HPISD Roundup: Preservation Push Could Delay Hyer Construction

The Texas State Board of Review, which reviews applications for buildings to be considered for the National Register of Historic places, has pushed discussions on Highland Park’s Hyer Elementary back to May, per HPISD Superintendent Tom Trigg.

The school’s nomination to the National Register is “concerning” to Trigg and HPISD board members.

Having a building named to the National Register of Historic Places does not keep it from facing demolition, but it is a prerequisite to being considered a State Antiquities Landmark – which could keep demolition from taking place, or delay construction for a new Hyer Elementary. Board members are worried that having the school named to the National Register would throw a wrench into future plans for the building.
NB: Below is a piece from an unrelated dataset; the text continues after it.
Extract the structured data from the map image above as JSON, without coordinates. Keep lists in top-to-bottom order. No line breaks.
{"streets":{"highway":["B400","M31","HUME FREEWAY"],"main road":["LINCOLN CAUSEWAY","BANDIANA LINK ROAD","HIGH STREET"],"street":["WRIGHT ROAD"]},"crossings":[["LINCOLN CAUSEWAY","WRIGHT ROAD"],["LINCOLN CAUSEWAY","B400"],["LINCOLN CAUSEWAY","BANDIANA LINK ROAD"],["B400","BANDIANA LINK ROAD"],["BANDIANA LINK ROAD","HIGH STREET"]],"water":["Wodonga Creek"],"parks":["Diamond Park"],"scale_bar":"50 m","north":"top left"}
“We officially opposed the nomination,” Trigg said. “[Being named to the Register] doesn’t keep the building from being demolished, but it is the first step in being named a State Antiquities Landmark, which could keep it from being demolished against the wishes of our community, which voted for new schools more than three years ago.That was a concern to us. If we are forced to do anything different than what we have planned for Hyer, it would cause a delay for us, and most likely a lot of money.”

Trigg added that, if the district were to redraw building plans, that would be equally expensive.
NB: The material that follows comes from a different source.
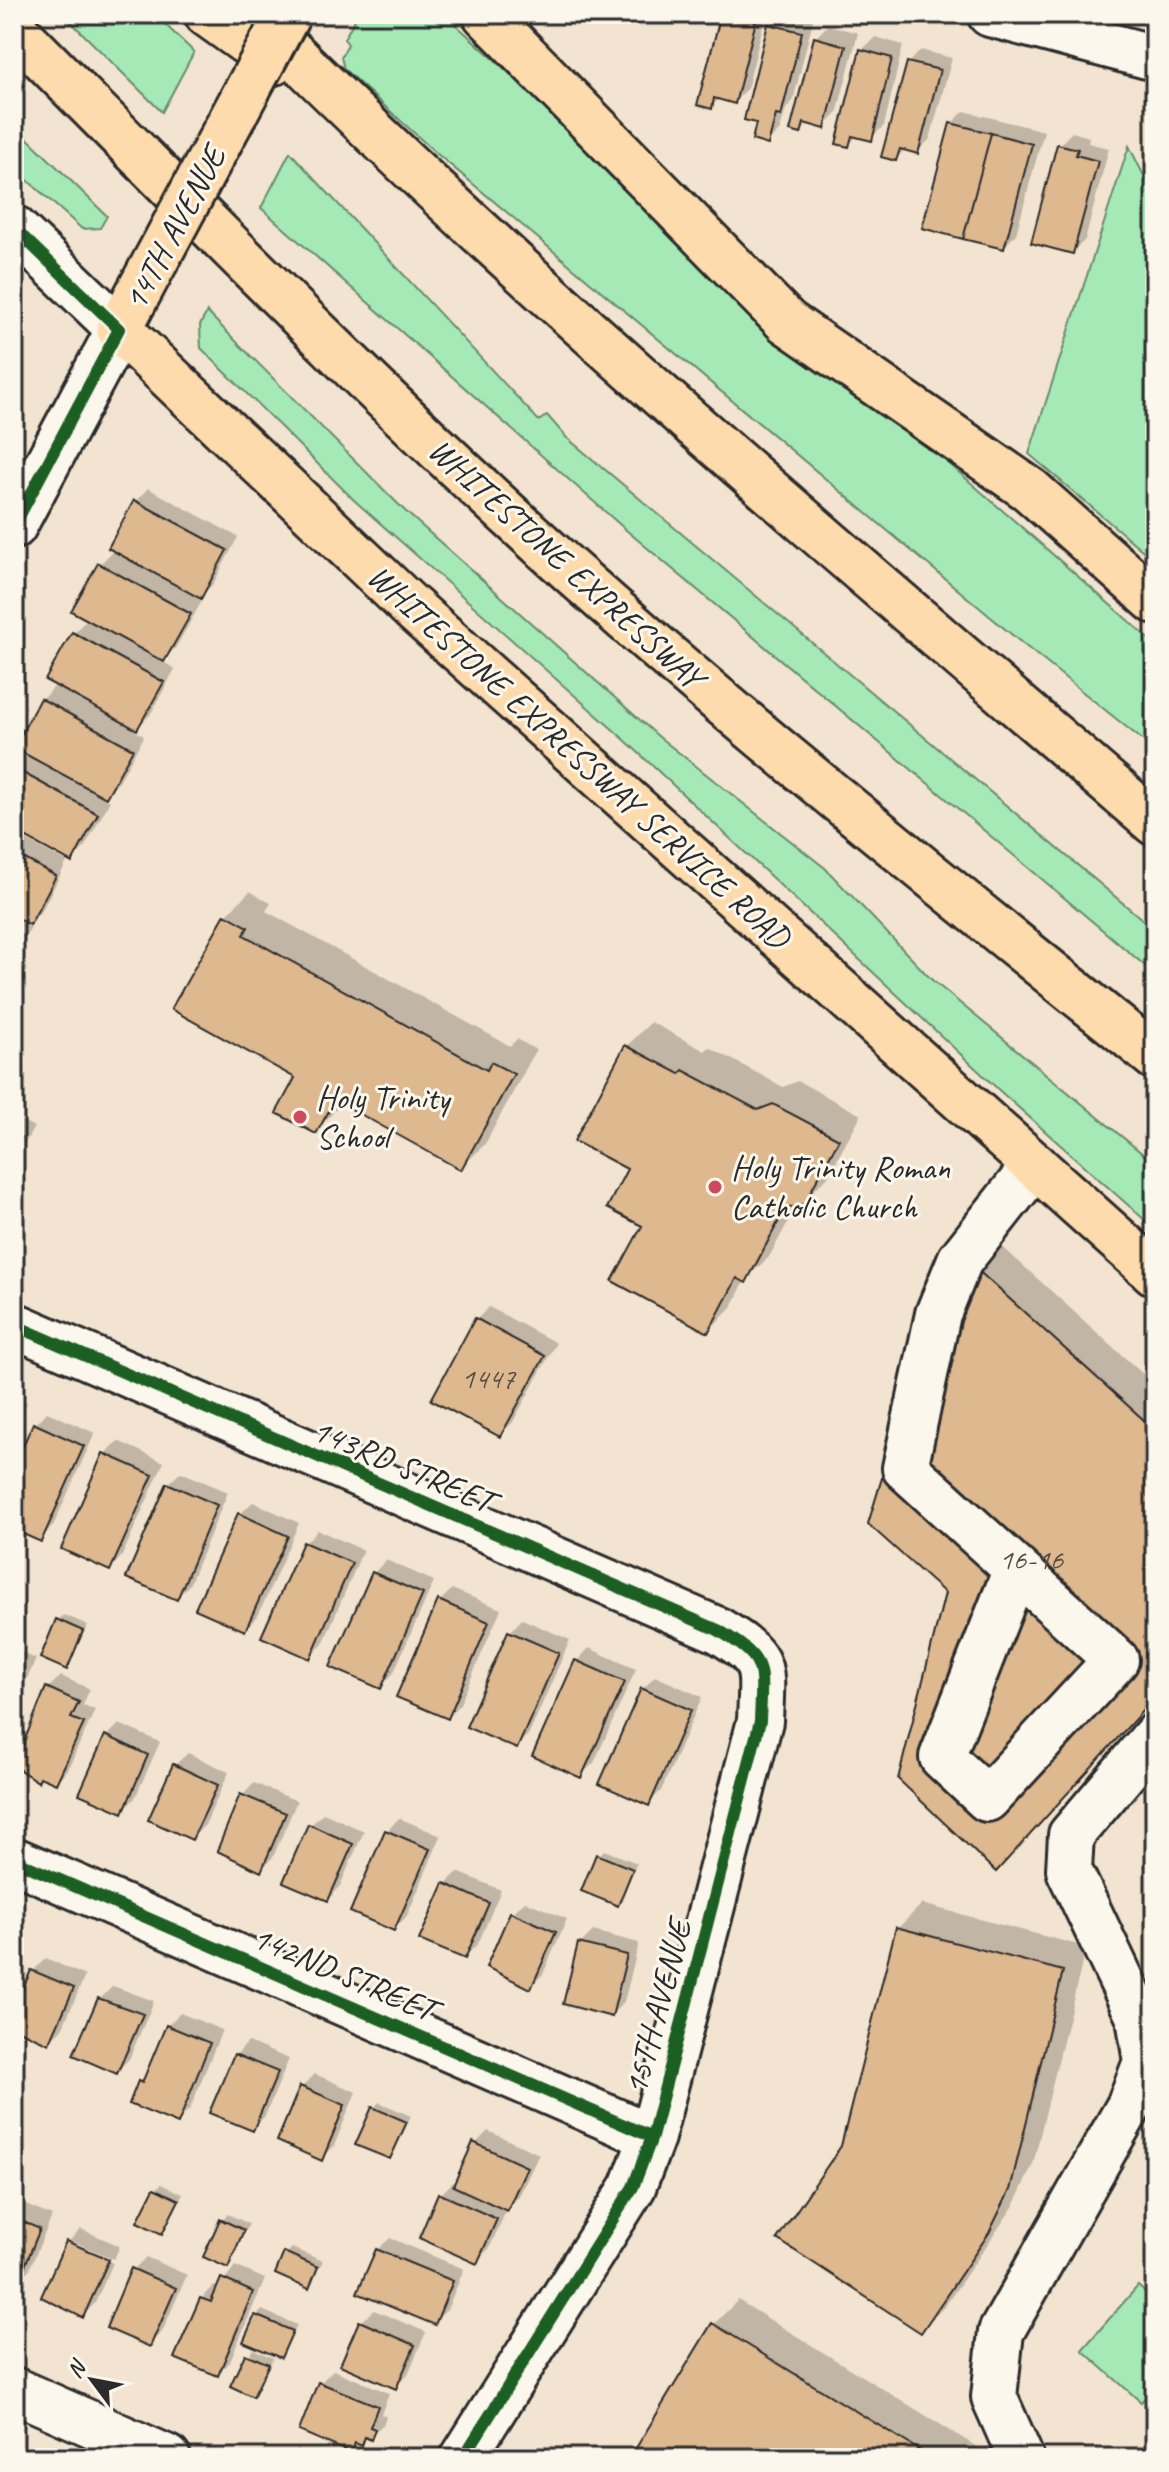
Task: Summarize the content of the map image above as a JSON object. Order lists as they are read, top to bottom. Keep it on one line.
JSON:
{"streets":{"main road":["14TH AVENUE","WHITESTONE EXPRESSWAY","WHITESTONE EXPRESSWAY SERVICE ROAD"],"street":["143RD STREET","142ND STREET","15TH AVENUE"]},"crossings":[["14TH AVENUE","WHITESTONE EXPRESSWAY SERVICE ROAD"],["143RD STREET","15TH AVENUE"],["142ND STREET","15TH AVENUE"]],"places":["Holy Trinity School","Holy Trinity Roman Catholic Church"],"house_numbers":["1447","16-16"],"north":"top left"}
“We have a lot of architectural dollars tied up there,” he said. “Worse case, we might have needed to – or need to – open the school a year later.”
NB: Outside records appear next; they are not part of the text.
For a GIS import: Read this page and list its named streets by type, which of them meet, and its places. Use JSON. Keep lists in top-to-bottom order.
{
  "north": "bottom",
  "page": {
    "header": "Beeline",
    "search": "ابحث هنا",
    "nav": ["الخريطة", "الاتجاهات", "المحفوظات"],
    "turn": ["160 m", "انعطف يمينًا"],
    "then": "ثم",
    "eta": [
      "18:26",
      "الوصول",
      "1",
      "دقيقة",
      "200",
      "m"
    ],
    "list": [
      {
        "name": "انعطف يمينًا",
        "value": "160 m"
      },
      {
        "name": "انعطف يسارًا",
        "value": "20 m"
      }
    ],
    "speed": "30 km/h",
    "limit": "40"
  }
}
Trigg and Jim Hitzelberger, board president, are scheduled to meet with their attorneys prior to the May decision by the Commission.

Other district news:

  • January is School Board Appreciation Month, and in Highland Park, the theme is “seeds of success.” Students from different grade levels in HPISD presented the board members with flowers.
  • A mid-day education services meeting was held the same day as the board meeting. That meeting was focused on more dyslexia training for district employees and teachers; an overview of the curriculum; and discussions on a community-based accountability system.
  • The Highland Park High School football team was honored for its’ third straight state championship.
  • The 2019-2020 school calendar was approved

Timothy Glaze

A journalism graduate of the University of North Texas, Tim has called Dallas home his entire life. He has covered news, schools, sports, and politics in Lake Dallas, Denton, Plano, Allen, Little Elm, and Dallas since 2009 for several publications - The Lake Cities Sun, The Plano Star Courier, the Denton Record Chronicle, and now, People Newspapers. He lives in Denton County with his wife and three dogs.

3 thoughts on “HPISD Roundup: Preservation Push Could Delay Hyer Construction

  • January 17, 2019 at 10:12 am

    Hyer is not “currently empty”. It is being utilized as Bradfield Elementary, while their new school is being constructed. Get your facts straight.

    • January 17, 2019 at 2:14 pm

      Thank you for catching that! It has been changed in the story.

  • January 17, 2019 at 1:08 pm

    The part that of this story that concerns me the most is the idea that the state may end up with final say of the “overall use of the building”. Who knows what that could mean for our district in the future. Losing control of the use of one of our facilities to the state wouldn’t be a positive outcome at all. I think it’s time for the Hyer community to honestly contemplate the potential consequences of these decisions, seek more compromise with the district and cede the fight for such tight control over the construction of this school – before they loose it altogether.